Havahart Trap (best way to catch a skittish domestic rabbit): $40
Exercise pen/crate/cage for housing: $50
Food for 1 bunny for 1 month: $20
Emergency vet services: $500
You can see how the costs can add up quickly, especially when bunnies are making more bunnies not to mention getting sick and injured running around outside!
Why are the bunnies outside and why don't they belong there?
Folks often dump domestic rabbits outdoors when they no longer feel able to care for them. However, this is dangerous for both the rabbits and the community they are dumped into. Domestic rabbits aren't built to be wilderness-savvy, and they rarely survive outdoors for very long. However, unlike cottontails, domestic rabbits are enthusiastic burrowers, so they can cause structural issues for people's homes and yards. They spread diseases to pets and wildlife, present traffic hazards, and multiply rapidly. It's not a good situation for anybody, and the sooner we can remove these rabbits from the streets, the better it will be for everyone!

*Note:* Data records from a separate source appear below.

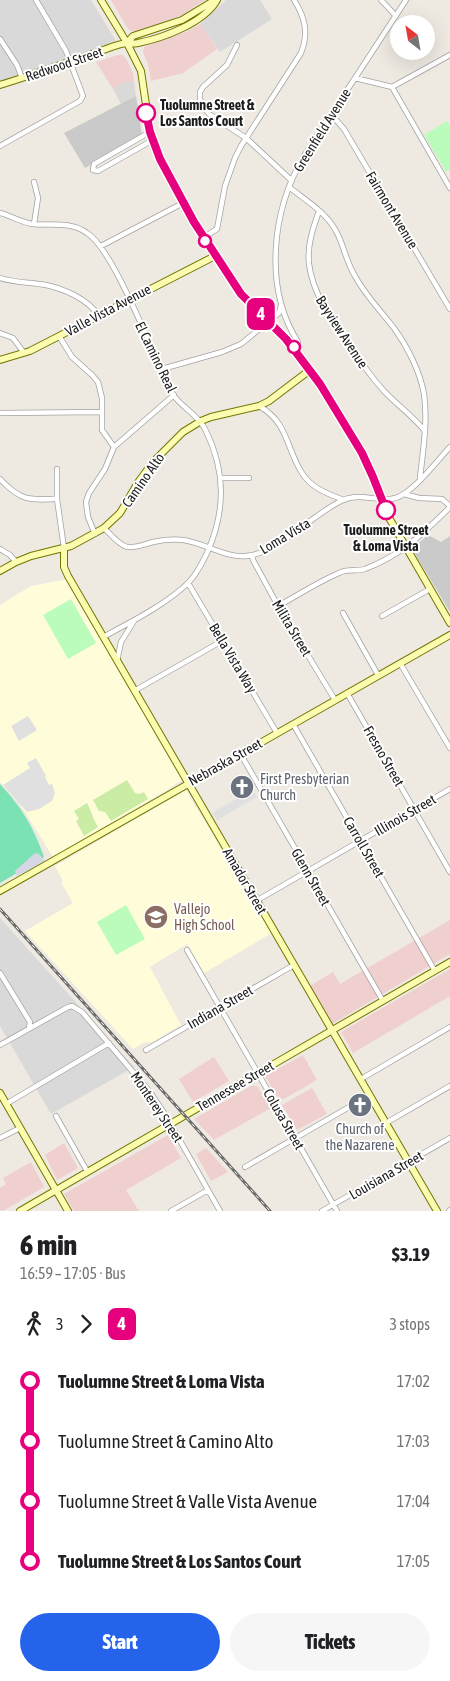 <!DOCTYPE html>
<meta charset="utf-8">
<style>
:root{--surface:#fff;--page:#f6f6f6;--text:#202124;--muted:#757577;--accent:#2563eb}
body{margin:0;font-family:"Asap Condensed",sans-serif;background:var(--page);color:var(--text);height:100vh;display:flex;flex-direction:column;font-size:19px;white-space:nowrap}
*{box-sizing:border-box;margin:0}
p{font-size:16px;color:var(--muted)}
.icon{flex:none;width:28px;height:28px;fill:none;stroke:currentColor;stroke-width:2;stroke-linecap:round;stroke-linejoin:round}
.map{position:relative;height:1211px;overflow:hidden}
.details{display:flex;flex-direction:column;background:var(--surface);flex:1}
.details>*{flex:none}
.badge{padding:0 10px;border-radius:8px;font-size:18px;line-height:32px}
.needle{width:32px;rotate:329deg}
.tools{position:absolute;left:390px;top:15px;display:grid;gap:10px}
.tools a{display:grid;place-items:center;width:45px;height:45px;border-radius:50%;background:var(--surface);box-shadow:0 5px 20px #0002;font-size:25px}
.map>.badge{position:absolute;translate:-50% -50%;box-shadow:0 0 0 2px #fff}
.legs{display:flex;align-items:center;gap:8px;height:55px;padding:0 20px;font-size:16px}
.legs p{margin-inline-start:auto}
.head{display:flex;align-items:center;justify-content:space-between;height:85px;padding:0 20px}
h1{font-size:28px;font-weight:800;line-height:38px}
.button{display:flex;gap:10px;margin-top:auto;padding:10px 20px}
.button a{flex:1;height:58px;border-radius:30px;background:var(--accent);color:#fff;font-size:20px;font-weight:800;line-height:58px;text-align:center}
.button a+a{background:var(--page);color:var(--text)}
ul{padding:0 20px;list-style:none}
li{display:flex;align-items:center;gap:18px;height:60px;font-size:19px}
li i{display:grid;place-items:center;width:8px;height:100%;margin:0 6px;background:currentColor}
li i::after{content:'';width:12px;height:12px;margin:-6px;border:4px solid;border-radius:50%;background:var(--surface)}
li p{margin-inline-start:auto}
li:first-child i{background:linear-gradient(#0000 50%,currentColor 0)}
li:last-child i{background:linear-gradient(currentColor 50%,#0000 0)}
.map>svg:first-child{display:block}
.residential{fill:#dad9d9}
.commercial{fill:#f0cfcf}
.education{fill:#fffdd9}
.religious{fill:#cacaca}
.grass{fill:#cbeca4}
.park{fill:#bbfcbd}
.pitch{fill:#7be2b4}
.parking{fill:#e0e0e0}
.plaza{fill:#d6d6e4}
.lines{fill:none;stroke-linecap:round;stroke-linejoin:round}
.street-casing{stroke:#a3a3a3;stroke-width:6}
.secondary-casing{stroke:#707600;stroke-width:8}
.street{stroke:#fff;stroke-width:4.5}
.secondary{stroke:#fcfcb1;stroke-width:6}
.rail-casing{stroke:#6a6a6a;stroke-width:3}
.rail{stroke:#fff;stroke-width:1;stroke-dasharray:4;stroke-linecap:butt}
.line-1-casing{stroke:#fff;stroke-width:11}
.line-1{stroke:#e6007e;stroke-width:8}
.stop-1-dot{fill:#fff;stroke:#e6007e;stroke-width:2.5}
.labels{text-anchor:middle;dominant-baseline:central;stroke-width:4;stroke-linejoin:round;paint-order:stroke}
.street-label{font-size:14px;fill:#1c1c1c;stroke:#fff}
.stop-label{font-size:14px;font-weight:bold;fill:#1c1c1c;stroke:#fff;text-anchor:start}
.worship-label{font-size:14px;fill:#5b616d;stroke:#fff;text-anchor:start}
.education-label{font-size:14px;fill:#785e54;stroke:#fff;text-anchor:start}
</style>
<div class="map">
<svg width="450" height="1211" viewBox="0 0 450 1211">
<rect width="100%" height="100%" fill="#eee9e1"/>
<!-- residential -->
<path class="residential" d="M0 0H91L116 41 0 83Z
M226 0H260L272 19 220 52 200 24Z
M124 82H134L136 96 121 104 113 89Z
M0 918 134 1067 51 1114 0 1026Z"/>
<!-- commercial -->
<path class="commercial" d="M111 0H205L180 16 135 32 128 29Z
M200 24 217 49 183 73 151 81 148 64 143 52 144 47 188 31Z
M118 55H122L126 58 133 73 134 82H124L113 89 96 62Z
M450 920V954L332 1024 310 986 333 972 340 984Z
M450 969V996L353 1053 341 1032Z
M303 1055 317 1080 280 1101 265 1076Z
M214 1057 229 1081 193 1102 179 1079Z
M251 1086H257L271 1108 214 1140 194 1119Z
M312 1088 327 1114 297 1130 282 1105Z
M168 1135 181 1158 126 1190 139 1211H74L64 1194Z
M64 1143 78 1168 57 1180 45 1155Z
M206 1148 228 1172 211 1181 196 1154Z
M31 1162 44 1187 3 1211 0 1210V1188L6 1184 3 1178Z"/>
<!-- education -->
<path class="education" d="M67 579 182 780 167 790 53 857 19 803 0 782V605L31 586Z
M186 790 272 933 204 973 187 944 150 967 181 1025 152 1042 143 1043 133 1049 25 931 73 903 61 882 63 881 55 866Z"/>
<!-- religious -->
<path class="religious" d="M136 96 142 136 85 168 64 133Z
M428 535 441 542 450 536V612L412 549Z"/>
<!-- grass -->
<path class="grass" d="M127 780 135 793 139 794 144 792 148 799 111 821 105 812 99 811 93 800Z
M87 803C92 812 93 820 98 827L84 836 76 821 79 819 74 811Z"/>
<!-- park -->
<path class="park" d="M447 121 450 127V169L446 172 424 135Z
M71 599 96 643 68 659 43 615Z
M126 905 145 939 116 955 97 922Z"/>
<!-- pitch -->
<path class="pitch" d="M0 784C22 808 33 826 44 857L0 883Z"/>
<!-- parking -->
<path class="parking" d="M28 716 37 730 19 741 11 726Z
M36 758 46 776 45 777 49 785 52 784 55 793 52 801 39 809 27 812 3 785 30 768 27 763Z
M253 789 257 797 217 820 212 813Z"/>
<!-- plaza -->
<path class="plaza" d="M38 853 45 861 17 876 15 871 34 854Z"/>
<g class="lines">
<!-- street casing -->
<g class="street-casing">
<path id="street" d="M381 0 396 16
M0 39 17 65 22 78
M237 45 227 65 203 87 200 92V99L203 106 209 114 246 138 291 180
M355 78 392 87
M392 87 450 188
M392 87 450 55
M331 114 344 129 450 309
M150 132 94 164 93 170 98 171 153 140
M0 146 80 101 83 96 66 51 36 0
M34 182 38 198 34 224
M289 187C305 200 326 212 336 231 344 245 346 262 355 276 365 295 381 311 394 328 407 346 420 371 424 394 428 421 423 450 420 478
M319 211C313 228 307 245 309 264 313 295 332 320 350 345 360 361 371 377 384 391 397 405 413 416 425 431
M0 213C11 216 21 222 32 224 51 226 70 221 87 233 110 247 142 327 155 355 161 368 166 384 174 396 183 408 198 415 205 429 226 471 226 511 207 553 202 563 197 574 189 582 167 604 131 622 103 637
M203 238 217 229 225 186 235 158 241 146 301 53C309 33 305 17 294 0
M101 246 183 203
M0 278C15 283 31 282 46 285 64 289 88 299 98 315
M0 333 13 338 24 353
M59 336 72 357 92 375 98 382 102 398V430L114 447
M298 342C263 287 272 210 304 156L406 0
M162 369 222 352 241 344 273 318 279 313 281 305
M259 406C288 422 286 448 302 473 311 488 328 494 344 500
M0 413 101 412
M57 469V499L64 548
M220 478H249
M0 479C21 501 28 500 57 499
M404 494 419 498 442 499 450 506
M104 528C110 534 119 545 127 547 136 548 145 544 153 542 163 540 173 539 183 540 207 543 228 561 253 555 284 547 313 514 343 500 363 491 385 506 402 495 419 485 436 462 450 447
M95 534 88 517 86 502 89 493 105 469 114 447 174 395
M0 549 10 555 16 562
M252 555 253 560 278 606 335 700
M188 583 277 733
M278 606C298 595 318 582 339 573 348 568 356 572 365 569 400 556 424 533 450 507
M343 613 378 675
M382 616 430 589
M117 661 121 642 134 621
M400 663 450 748
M134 691 222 641
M347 693 450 872
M293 724 435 971
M240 753 383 1001
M256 901 450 789
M187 950 337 1211
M0 973 30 1022 29 1028
M0 1045 68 1007 72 1006 82 1012 150 1092 166 1116 220 1211
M146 1050 294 965
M361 1079 450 1027
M6 1104 109 1043
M56 1116 87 1171
M386 1123 450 1086
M0 1138 20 1128
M245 1167 370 1095
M171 1211 208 1190
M322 1211 450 1138
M449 1211 450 1210"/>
</g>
<!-- secondary casing -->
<g class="secondary-casing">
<path id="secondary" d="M101 0 127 43 141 71 150 132 160 159 194 222 237 289 292 345 320 384 362 453 373 477 388 516 450 623
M127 43 133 36 182 20 215 0
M0 85C33 75 65 63 98 52 107 49 117 44 127 43 131 43 135 44 138 43 163 38 204 23 217 0
M0 360 30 351 215 256
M64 548V567L68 576 437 1211
M0 571 16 562 31 556 71 546 104 528 120 513 139 481 153 462 183 432 201 421 211 417 259 406 269 401 310 370
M0 891 450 635
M0 1093 68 1211
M20 1211 450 962"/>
</g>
<!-- street -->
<use href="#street" class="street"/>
<!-- secondary -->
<use href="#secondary" class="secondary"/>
<!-- rail casing -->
<g class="rail-casing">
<path id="rail" d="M0 909 270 1211"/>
</g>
<!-- rail -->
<use href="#rail" class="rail"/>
</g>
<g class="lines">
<!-- line-1 casing -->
<g class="line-1-casing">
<path id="line-1" d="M146 113 150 132 160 159 194 222 241 294 286 339 320 384 362 453 373 477 386 510"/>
</g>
<!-- line-1 -->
<use href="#line-1" class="line-1"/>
</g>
<!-- icons -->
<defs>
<g id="church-disc" transform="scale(1.25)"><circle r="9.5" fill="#6b7280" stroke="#fff"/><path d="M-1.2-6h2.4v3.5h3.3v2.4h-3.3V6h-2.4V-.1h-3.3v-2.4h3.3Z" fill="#fff"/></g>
<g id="school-disc" transform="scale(1.25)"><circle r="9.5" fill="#8d6e63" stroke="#fff"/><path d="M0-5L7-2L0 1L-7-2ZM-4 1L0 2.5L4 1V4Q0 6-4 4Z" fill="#fff"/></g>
</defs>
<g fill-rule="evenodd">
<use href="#church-disc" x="242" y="787"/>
<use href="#school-disc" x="156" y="917"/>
<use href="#church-disc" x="360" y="1105"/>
</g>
<!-- markers -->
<g class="stop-1-dot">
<circle cx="146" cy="113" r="9"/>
<circle cx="205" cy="241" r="6"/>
<circle cx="294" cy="347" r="6"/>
<circle cx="386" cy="510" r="9"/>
</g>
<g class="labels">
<!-- street labels -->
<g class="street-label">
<text transform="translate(64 64) rotate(-19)">Redwood Street</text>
<text transform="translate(322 130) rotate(-58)">Greenfield Avenue</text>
<text transform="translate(392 210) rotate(59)">Fairmont Avenue</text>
<text transform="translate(108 310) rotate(-28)">Valle Vista Avenue</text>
<text transform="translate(342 332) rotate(57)">Bayview Avenue</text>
<text transform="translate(156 357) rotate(64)">El Camino Real</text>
<text transform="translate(143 480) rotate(-55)">Camino Alto</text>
<text transform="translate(285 536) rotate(-31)">Loma Vista</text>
<text transform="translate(292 628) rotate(59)">Milita Street</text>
<text transform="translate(233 658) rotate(59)">Bella Vista Way</text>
<text transform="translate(384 756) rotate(60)">Fresno Street</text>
<text transform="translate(225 762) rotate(-29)">Nebraska Street</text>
<text transform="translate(405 815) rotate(-30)">Illinois Street</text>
<text transform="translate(364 847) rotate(60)">Carroll Street</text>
<text transform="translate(311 877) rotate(60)">Glenn Street</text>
<text transform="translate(245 881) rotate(60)">Amador Street</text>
<text transform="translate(220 1007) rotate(-30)">Indiana Street</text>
<text transform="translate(235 1086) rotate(-30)">Tennessee Street</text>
<text transform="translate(157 1107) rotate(56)">Monterey Street</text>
<text transform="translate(284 1119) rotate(60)">Colusa Street</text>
<text transform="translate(386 1175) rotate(-30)">Louisiana Street</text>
</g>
<!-- stop labels -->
<g class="stop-label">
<text x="160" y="105">Tuolumne Street &amp;<tspan x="160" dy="16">Los Santos Court</tspan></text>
<text x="386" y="530" text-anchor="middle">Tuolumne Street<tspan x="386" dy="16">&amp; Loma Vista</tspan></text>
</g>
<!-- worship labels -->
<g class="worship-label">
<text x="260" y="779">First Presbyterian<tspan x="260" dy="16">Church</tspan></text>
<text x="360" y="1129" text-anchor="middle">Church of<tspan x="360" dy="16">the Nazarene</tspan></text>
</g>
<!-- education labels -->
<g class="education-label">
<text x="174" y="909">Vallejo<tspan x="174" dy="16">High School</tspan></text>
</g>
</g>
</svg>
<div class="tools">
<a><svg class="needle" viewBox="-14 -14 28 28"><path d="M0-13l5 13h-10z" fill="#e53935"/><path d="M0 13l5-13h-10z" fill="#757577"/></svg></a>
</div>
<b class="badge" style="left:261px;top:314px;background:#e6007e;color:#fff">4</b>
</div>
<section class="details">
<div class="head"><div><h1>6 min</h1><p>16:59 – 17:05 · Bus</p></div><b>$3.19</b></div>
<div class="legs"><svg class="icon" aria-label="walk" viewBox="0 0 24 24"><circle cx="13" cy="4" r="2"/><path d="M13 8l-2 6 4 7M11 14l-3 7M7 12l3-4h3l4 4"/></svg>3<svg class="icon" aria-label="forward" viewBox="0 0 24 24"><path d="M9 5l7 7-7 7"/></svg><b class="badge" style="background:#e6007e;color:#fff">4</b><p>3 stops</p></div>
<ul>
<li><i style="color:#e6007e"></i><b>Tuolumne Street &amp; Loma Vista</b><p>17:02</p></li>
<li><i style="color:#e6007e"></i><span>Tuolumne Street &amp; Camino Alto</span><p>17:03</p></li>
<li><i style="color:#e6007e"></i><span>Tuolumne Street &amp; Valle Vista Avenue</span><p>17:04</p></li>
<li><i style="color:#e6007e"></i><b>Tuolumne Street &amp; Los Santos Court</b><p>17:05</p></li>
</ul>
<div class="button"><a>Start</a><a>Tickets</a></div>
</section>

Why does the Rabbit Resource need help with this case?
Once stray bunnies are caught they often present medical conditions that need urgent attention. Getting vet care and medications costs a lot of money.
It's been a rough few years for rabbit rescue and we're now stretched thin. People adopted pandemic pets or took up rabbit breeding as a pandemic hobby, then started dumping the bunnies as they went back to the office. Over the past few years there have been several high-profile seizures of hundreds of bunnies at a time in hoarding and animal abuse cases in New York and surrounding states, and the Rabbit Resource has worked to take some of the load of housing and caring for so many vulnerable animals. There have also been several large local projects. Volunteers have been hit hard by the pandemic along with everyone else. Finances are now a major barrier to many of our volunteers when it comes to foster capacity - and we're going to need a lot of capacity for this case. Funds allow us to pay vet bills and assist fosters with costs.
Is the Rabbit Resource the right group to help the Rome rabbits?
I tend to think so. Fosters are geographically distributed, which will help us isolate rabbits that need to be quarantined. We have strong relationships with vets across the state, helping us get bunnies the care they need fast. We have a lot of experience catching and caring for stray rabbits.
Here are some recent rescued strays whose lives the Rabbit Resource has changed:
- A rabbit caught being chased by a dog in a public park who had wounds infested with maggots; she needed emergency medical care to save her from a very unpleasant death and she is now happy and healthy.
- A rabbit caught loose in a field who had a very dangerous and contagious intestinal parasite (coccidia). She needed around the clock monitoring and careful medical care because she was severely underweight from this parasite. She is now happy and healthy and adopted.
- Three rabbits caught loose in a park, two of whom were pregnant. This operation required staking out the park at dawn and dusk for a month and a half as the rabbits were extremely skittish. All were successfully caught and they had nine offspring. Of this group of twelve, three are adopted and four are in the process of being adopted. You can read about this operation here: https://www.timesunion.com/news/article/Volunteers-rush-to-save-bunny-trio-ahead-of-17669931.php
Other rescues in the area are stretched thin as well. And local SPCAs usually don't have the capacity to catch and house this many rabbits. We actively work with other animal rescues, local animal control and humane officers, and other relevant groups - but when time is of the essence like it is for the Rome bunnies, we need to have the funds to pay for veterinary needs that will arise as soon as bunnies are caught.
Thank you for considering donating to help the bunnies.